Davalı vekili cevap dilekçesinde özetle; ikame edilen davanın merkezi Kopenhag – Danimarka’da bulunan ve taşımanın sadece denizyolu bacağını üstlenip ifa etmiş olan Sealand Europe A/S firmasının (eski ünvanı Seago Line A/S) 300360176 numaralı konişmentosu tahtında Belçika’nın Antwerp Limanından Gebze Yılport Limanında taşınan ve buradan da karayoluyla Kocaeli’nde bulunan sigortalı tesislerine kamyonlarla taşınan toplam 5 adet Open Top (Üstü Açık) konteyner muhteviyatı yükten sadece SUDU2836560 numaralı 1 adet konteyner içindeki bir kısım emteanın hasarlanması sebebiyle açılan alacak davası olduğunu, Belçika’nın Antwerp Limanına yapılan dava konusu denizyolu taşıması merkezi Kopenhag – Danimarka da bulunan Sealand Europe A/S’in 300360176 numaralı konişmentosu tahtında gerçekleştiğini, 300360176 numaralı konişmentoya göre sigortalı yan yük alıcısı ”Gönderilen” konumunda olduğunu, limandan limana deniz yolu taşımasını üstlenen ve bu deniz yolu taşıması için konişmentoyu düzenleyen Sealand Europe A/S firması da sigortalıya karşı deniz yolu taşıması bacağı için ”Taşıyan” sıfatına haiz olduğunu, konişmento tahtında yapılan taşımalarda yükleme – taşıma – boşaltma – teslim ve sair ameyelerin nasıl ve ne şekilde yapacağının taşıma tahtında çıkacak uyuşmazlıklar halinde uygulanacak hukuk ve uyuşmazlığın görüleceği yetkili mahkeme (yetki anlaşması) için de konişmento hükümlerinin uygulanması gerektiğini, kırkambar taşıması olan konteyner taşımalarında esas tutulması gereken navlun sözleşmesi hükümlerinin olduğunu, kırkambar taşımalarında navlun sözleşmesi, konişmento arkasında yer alan taşıma şartlarının olduğunu ve konşimento arkasındaki bu şartların konişmentonun tarafları için bağlayıcı olduğunu, davaya konu uyuşmazlığında sigortalı yan konişmentoya göre ”Gönderilen” sıfatına haiz olduğunu, bu sıfat ile taşamaya konu konişmentoya taraf ve hamil olması nedeniyle dava konusu yükler sigortalı tarafından fiilen teslim alındığını, dava konusu taşımaya ilişkin konişmentonun ön ve arka yüzlerinde milletlerarası yetki anlaşması ve hukuk seçimi olduğunun ifade edildiğini, konişmento tahtındaki taşımalardan kaynaklanacak tüm uyuşmazlıklarda uygulanması gereken yasaların İngiliz Yasaları olduğunu ve yetkili mahkemelerin ise Londra’daki İngiliz Yüksek Adalet Mahkemesi’nin olduğunun taraflarca kabul edildiğini, tüm mahkemelerin yetkisinin ortadan kalktığını bu nedenle davacının davasının yetki yönünden reddine karar verilmesini talep etmiştir.

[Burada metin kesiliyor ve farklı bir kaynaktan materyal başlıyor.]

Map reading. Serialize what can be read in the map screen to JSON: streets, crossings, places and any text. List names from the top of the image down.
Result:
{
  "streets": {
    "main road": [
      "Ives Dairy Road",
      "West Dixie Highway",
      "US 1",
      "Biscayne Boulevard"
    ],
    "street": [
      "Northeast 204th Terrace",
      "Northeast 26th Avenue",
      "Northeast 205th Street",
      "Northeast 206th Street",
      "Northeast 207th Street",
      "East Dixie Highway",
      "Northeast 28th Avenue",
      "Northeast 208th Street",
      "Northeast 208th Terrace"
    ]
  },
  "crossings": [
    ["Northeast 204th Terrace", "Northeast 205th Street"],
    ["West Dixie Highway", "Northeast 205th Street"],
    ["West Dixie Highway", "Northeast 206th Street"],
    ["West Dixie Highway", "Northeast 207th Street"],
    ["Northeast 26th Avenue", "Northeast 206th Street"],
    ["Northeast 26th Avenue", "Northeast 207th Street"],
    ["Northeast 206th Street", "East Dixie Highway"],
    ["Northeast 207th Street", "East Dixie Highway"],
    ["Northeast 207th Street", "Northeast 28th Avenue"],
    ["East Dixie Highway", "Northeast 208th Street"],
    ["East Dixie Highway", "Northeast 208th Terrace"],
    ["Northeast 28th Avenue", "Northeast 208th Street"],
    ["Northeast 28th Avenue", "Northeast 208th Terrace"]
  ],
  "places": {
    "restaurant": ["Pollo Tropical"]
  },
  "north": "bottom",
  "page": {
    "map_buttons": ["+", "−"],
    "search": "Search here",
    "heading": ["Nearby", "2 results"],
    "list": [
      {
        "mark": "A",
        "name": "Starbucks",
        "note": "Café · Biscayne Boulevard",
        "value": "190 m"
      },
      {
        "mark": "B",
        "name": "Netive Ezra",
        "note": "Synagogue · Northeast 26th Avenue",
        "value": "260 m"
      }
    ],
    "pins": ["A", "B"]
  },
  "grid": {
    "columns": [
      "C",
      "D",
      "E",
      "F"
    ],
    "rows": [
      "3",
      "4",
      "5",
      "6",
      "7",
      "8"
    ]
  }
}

İLK DERECE MAHKEMESİ KARAR ÖZETİ :
İlk derece mahkemesince yapılan yargılama ve tüm dosya kapsamı birlikte değerlendirildiğinde; ” … davalı vekilinin milletler arası yetki itirazının kabulüne ve mahkememizin yetkisizliği nedeniyle davanın usulden reddine … ” karar verilmiştir.
Bu karara karşı davacı vekili tarafından istinaf başvurusunda bulunulmuştur.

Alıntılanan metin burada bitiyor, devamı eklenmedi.